Intersectional Feminism- How to support the movement!
Most know that feminism is the movement set on achieving gender equality. But not as many know what intersectional feminism is. Intersectional Feminism as a term, was first coined by American professor Kimberle Crenshaw in the year 1989. It is the study of overlapping or intersecting social identities and related systems of oppression, domination, or discrimination. It means that women experience oppression in varying configurations and in varying degrees of intensity. Patterns of oppression are not just interrelated but are influenced by those interrelations. We are complex beings, with multiple levels of identity, living in a society with multiple inequities, so the reality is that many of us are navigating multiple systems of oppression and discrimination at the same time.
An important pillar of feminism is to recognize the different lived experiences and intersectional identities of all women. It is crucial to acknowledge that in order to achieve equality we must always be mindful of our differences. There are interlocking systems of power that affect those who have multiple identities. When challenging the status quo in the fight for gender equality we must always consider that oppression based on race, sexual orientation, age, ethnicity, class, and religion will compound the experience of gender inequality for the most marginalized in our society. And so, intersectional feminism recognizes that feminism is not and cannot be a one-size-fits-all phenomenon. It recognizes that we must acknowledge and include minority voices. We must remember that feminism isn’t just me and mine—it’s us and ours.
How we can support the intersectional feminist movement;
- Listen and learn! Listen to the most marginalized voices in society and hold space for them to use their voice at every level. Learn about other people’s experiences that you’re less familiar with (e.g. in terms of ethnicity, race, sexuality, etc.) and educate yourself.
- Understand! Understand that your reality and feminist goals may not be the standard and that every person suffering under systematically patriarchal structures might have a significantly different background, situation, and lived experience.
- Talk! Talk with others about the existing shortcomings.
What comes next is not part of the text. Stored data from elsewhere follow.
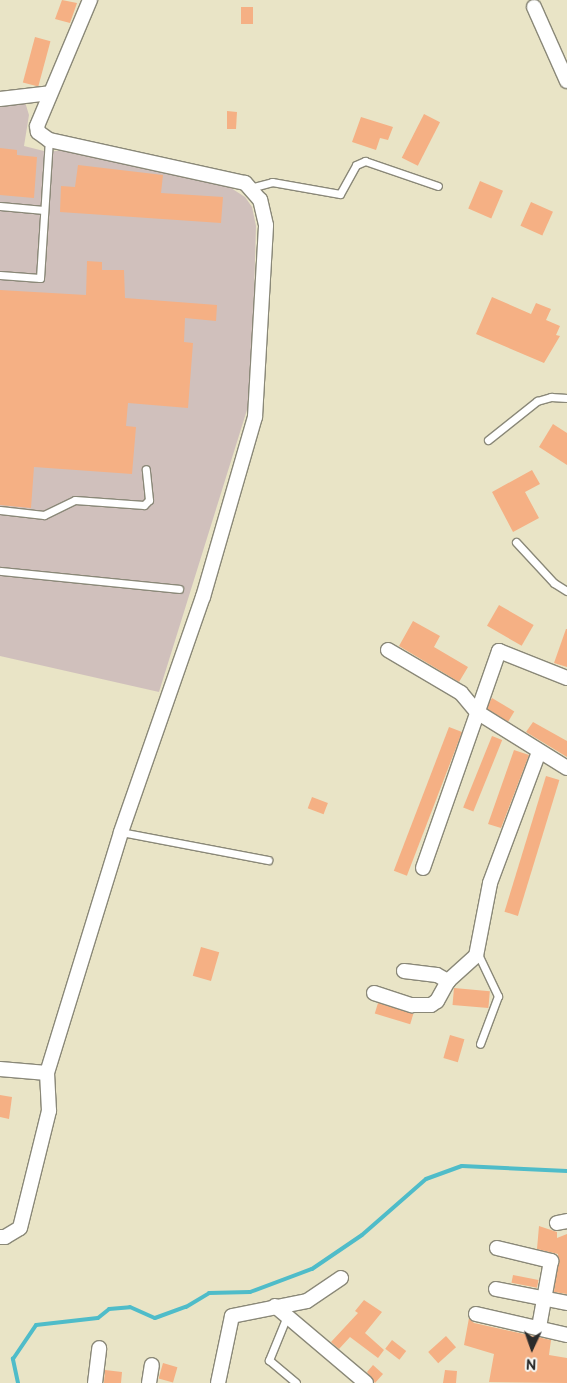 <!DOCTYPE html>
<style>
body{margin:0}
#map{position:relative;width:567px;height:1383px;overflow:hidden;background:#e9e4c6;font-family:"Balsamiq Sans",sans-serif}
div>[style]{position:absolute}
.industrial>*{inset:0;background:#d0c0bc}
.stream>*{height:4px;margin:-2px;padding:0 2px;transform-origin:2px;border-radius:2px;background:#4fbcc9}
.building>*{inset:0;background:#f5b084;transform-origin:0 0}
.roads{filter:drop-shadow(1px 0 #8a8878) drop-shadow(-1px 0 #8a8878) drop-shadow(0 1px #8a8878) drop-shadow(0 -1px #8a8878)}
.service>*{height:7px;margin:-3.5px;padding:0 3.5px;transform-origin:3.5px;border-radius:3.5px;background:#fff}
.minor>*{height:14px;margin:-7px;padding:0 7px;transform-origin:7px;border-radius:7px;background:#fff}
span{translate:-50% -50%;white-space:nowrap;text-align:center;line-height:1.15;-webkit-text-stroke:4px #f6f6f2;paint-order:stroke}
.north{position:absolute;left:507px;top:1323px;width:50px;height:50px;-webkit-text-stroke:4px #f6f6f2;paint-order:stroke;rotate:183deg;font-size:14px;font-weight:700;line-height:20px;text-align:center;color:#2b2b2b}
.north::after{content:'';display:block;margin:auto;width:18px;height:22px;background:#2b2b2b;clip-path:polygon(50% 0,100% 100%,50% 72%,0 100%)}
</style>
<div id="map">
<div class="industrial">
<div style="clip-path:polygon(25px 102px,29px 115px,24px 146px,48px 152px,63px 150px,220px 181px,245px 197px,252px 207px,256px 226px,251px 397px,159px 692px,0 656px,0 105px)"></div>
</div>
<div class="stream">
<div style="left:18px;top:1383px;width:25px;rotate:-102deg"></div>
<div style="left:13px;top:1359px;width:41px;rotate:-55.9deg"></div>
<div style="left:36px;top:1325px;width:62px;rotate:-6.4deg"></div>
<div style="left:98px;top:1318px;width:14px;rotate:-39deg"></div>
<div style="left:109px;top:1309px;width:21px;rotate:-5deg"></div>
<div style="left:130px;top:1307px;width:27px;rotate:24deg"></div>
<div style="left:155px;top:1318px;width:33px;rotate:-20deg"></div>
<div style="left:186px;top:1307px;width:27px;rotate:-31deg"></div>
<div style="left:209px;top:1293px;width:41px;rotate:-1.4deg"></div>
<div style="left:250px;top:1292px;width:66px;rotate:-20.4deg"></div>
<div style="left:312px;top:1269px;width:60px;rotate:-34.2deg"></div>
<div style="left:362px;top:1235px;width:85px;rotate:-41.2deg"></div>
<div style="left:426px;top:1179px;width:38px;rotate:-20deg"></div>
<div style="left:462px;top:1166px;width:105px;rotate:2.7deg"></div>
</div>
<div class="building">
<div style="clip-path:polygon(62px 0,77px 3px,70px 23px,55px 19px)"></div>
<div style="left:241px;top:7px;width:12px;height:17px"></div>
<div style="left:35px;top:37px;width:16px;height:47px;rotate:15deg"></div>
<div style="clip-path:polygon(227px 111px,237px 112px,236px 129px,227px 129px)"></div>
<div style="left:424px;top:114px;width:18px;height:49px;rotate:27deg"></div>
<div style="clip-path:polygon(361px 117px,393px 127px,388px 140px,380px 138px,376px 150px,352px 142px)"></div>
<div style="clip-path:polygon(0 148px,17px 150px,17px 155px,37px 157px,34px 198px,0 195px)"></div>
<div style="clip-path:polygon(78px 165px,163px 175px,161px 193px,223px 197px,221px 223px,60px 212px,61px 186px,75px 187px)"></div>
<div style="left:480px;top:181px;width:25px;height:30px;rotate:23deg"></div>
<div style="left:531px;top:202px;width:24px;height:26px;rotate:24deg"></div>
<div style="clip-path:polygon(87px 261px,102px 262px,102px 270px,124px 270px,125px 298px,217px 305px,216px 321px,185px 318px,184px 342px,193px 343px,188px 408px,128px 403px,126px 426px,136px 427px,132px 474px,34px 467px,31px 508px,0 505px,0 290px,86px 295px)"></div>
<div style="clip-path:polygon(492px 297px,531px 314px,536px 303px,551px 309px,546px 320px,560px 326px,556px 335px,560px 336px,544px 363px,476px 334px)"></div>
<div style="clip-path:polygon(553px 424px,567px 433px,567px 465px,539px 447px)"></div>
<div style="clip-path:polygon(532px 470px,540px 484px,525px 492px,539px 518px,513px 532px,492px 492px)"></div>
<div style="left:499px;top:605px;width:40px;height:24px;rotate:30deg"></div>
<div style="clip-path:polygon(413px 621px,440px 636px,434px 647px,468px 667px,459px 682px,399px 646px)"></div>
<div style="clip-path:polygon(566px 629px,567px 629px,567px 667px,554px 663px)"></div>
<div style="left:492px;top:698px;width:26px;height:12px;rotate:31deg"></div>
<div style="clip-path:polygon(533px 722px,567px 741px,567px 757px,526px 732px)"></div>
<div style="left:449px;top:727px;width:14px;height:154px;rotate:21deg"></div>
<div style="left:492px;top:736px;width:11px;height:77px;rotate:22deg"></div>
<div style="clip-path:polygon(514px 750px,529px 755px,501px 828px,488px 824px)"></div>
<div style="left:546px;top:776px;width:14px;height:142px;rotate:17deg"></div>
<div style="left:312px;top:797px;width:17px;height:12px;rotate:21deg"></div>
<div style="left:201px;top:947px;width:19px;height:30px;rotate:16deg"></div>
<div style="left:454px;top:988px;width:36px;height:17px;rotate:5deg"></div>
<div style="left:378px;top:1003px;width:37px;height:11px;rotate:17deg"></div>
<div style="left:450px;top:1035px;width:15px;height:24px;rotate:16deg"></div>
<div style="clip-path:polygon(0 1095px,12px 1097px,9px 1119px,0 1117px)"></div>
<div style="clip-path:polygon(539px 1226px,557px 1232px,557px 1238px,567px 1234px,567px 1294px,554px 1292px,558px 1254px,537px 1249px)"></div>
<div style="left:513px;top:1275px;width:26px;height:8px;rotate:11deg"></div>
<div style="clip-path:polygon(364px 1300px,382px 1312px,365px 1333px,384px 1350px,378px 1358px,350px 1337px,339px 1349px,331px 1342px,358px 1313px,355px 1311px)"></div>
<div style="clip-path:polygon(469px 1318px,474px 1323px,551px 1340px,549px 1355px,567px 1358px,567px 1383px,489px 1382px,494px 1354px,464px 1345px)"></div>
<div style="left:446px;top:1336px;width:15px;height:24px;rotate:48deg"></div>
<div style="left:392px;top:1340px;width:18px;height:11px;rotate:38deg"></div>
<div style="left:163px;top:1363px;width:15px;height:16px;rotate:16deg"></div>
<div style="clip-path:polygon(373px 1365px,383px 1374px,375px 1383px,367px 1372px)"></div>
<div style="clip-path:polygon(105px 1370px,122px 1372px,121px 1383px,104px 1383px)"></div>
<div style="clip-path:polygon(445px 1370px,457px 1371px,456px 1383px,443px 1383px)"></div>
</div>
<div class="roads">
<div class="service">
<div style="left:250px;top:188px;width:23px;rotate:-15deg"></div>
<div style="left:272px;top:182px;width:69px;rotate:10deg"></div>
<div style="left:340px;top:194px;width:33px;rotate:-61deg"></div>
<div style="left:356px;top:165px;width:10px;rotate:-24deg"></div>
<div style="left:365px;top:161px;width:77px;rotate:18.9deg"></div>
<div style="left:0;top:206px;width:44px;rotate:5.2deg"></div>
<div style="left:0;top:275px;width:40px;rotate:4.3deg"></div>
<div style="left:40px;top:278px;width:138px;rotate:-86.3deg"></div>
<div style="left:488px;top:440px;width:63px;rotate:-38.5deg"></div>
<div style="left:537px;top:401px;width:15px;rotate:-16deg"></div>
<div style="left:551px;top:397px;width:16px;rotate:4deg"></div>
<div style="left:0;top:510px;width:44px;rotate:6.5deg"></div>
<div style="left:44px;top:515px;width:34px;rotate:-26deg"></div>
<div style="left:75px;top:500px;width:69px;rotate:4.1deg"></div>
<div style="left:144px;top:505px;width:7px;rotate:-45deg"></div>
<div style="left:149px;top:500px;width:31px;rotate:-96deg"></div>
<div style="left:516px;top:542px;width:56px;rotate:47.2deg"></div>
<div style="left:554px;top:583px;width:15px;rotate:32deg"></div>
<div style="left:0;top:571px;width:180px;rotate:5.7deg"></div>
<div style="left:121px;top:832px;width:150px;rotate:10.8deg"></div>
<div style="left:477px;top:952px;width:49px;rotate:64.5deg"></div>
<div style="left:498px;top:996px;width:51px;rotate:110.6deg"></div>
<div style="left:287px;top:1316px;width:48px;rotate:112.2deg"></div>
<div style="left:269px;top:1360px;width:35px;rotate:40deg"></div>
</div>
<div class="minor">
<div style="left:534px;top:7px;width:81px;rotate:66deg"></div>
<div style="left:0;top:99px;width:50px;rotate:-6.8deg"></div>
<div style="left:388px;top:650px;width:85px;rotate:30.5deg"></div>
<div style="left:461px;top:693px;width:25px;rotate:50deg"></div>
<div style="left:477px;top:712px;width:106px;rotate:31.9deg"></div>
<div style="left:423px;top:868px;width:230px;rotate:-70.7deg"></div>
<div style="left:499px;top:651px;width:73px;rotate:21.7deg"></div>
<div style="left:404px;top:971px;width:33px;rotate:7deg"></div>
<div style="left:437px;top:975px;width:13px;rotate:29deg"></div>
<div style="left:374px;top:993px;width:40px;rotate:18deg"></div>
<div style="left:412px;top:1005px;width:19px"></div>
<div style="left:431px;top:1005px;width:7px;rotate:-34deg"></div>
<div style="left:437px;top:1001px;width:23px;rotate:-61deg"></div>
<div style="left:448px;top:981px;width:38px;rotate:-42deg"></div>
<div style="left:476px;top:956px;width:74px;rotate:-79.1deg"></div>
<div style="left:490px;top:883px;width:140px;rotate:-69.5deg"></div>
<div style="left:0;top:1069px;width:47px;rotate:4.9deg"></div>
<div style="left:47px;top:1073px;width:252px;rotate:-72.9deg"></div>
<div style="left:121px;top:832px;width:249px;rotate:-70.8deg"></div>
<div style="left:203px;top:597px;width:187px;rotate:-73.9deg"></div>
<div style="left:255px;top:417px;width:192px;rotate:-86.7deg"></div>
<div style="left:266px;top:225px;width:26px;rotate:-103deg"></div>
<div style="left:260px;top:200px;width:23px;rotate:-131deg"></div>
<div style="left:245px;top:183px;width:201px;rotate:-167.6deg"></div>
<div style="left:49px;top:140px;width:14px;rotate:-144deg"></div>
<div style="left:38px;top:132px;width:6px;rotate:-99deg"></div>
<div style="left:37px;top:126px;width:137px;rotate:-67.2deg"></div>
<div style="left:557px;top:1223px;width:10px;rotate:-11deg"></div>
<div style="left:0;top:1237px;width:5px"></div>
<div style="left:5px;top:1237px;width:17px;rotate:-31deg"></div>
<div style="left:20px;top:1228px;width:121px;rotate:-76.1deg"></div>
<div style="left:49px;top:1111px;width:38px;rotate:-93deg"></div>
<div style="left:497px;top:1248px;width:56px;rotate:13.5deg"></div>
<div style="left:551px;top:1261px;width:67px;rotate:100.3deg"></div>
<div style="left:496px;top:1289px;width:72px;rotate:11.2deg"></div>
<div style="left:275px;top:1306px;width:119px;rotate:40.2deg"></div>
<div style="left:476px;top:1314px;width:93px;rotate:13deg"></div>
<div style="left:95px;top:1383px;width:35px;rotate:-83deg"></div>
<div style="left:149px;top:1383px;width:18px;rotate:-81deg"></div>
<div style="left:218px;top:1383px;width:68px;rotate:-78.2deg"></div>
<div style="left:232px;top:1316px;width:76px;rotate:-11.3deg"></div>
<div style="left:307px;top:1301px;width:41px;rotate:-34.1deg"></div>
</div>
</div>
<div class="north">N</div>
</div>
Challenge people who say sexist expressions or use another derogatory language in every day private life. Use your voice and reach to already be political on personal levels.
- Challenge! Challenge your own privilege and mindset. So much of what we learned has been taught by a society that values men’s rights more than women’s, but also certain races have more rights and privileges, certain sexual orientations, certain ages, ethnicities, and classes too. So challenge the existing structures both around you and within you, challenge your own thinking and behavior.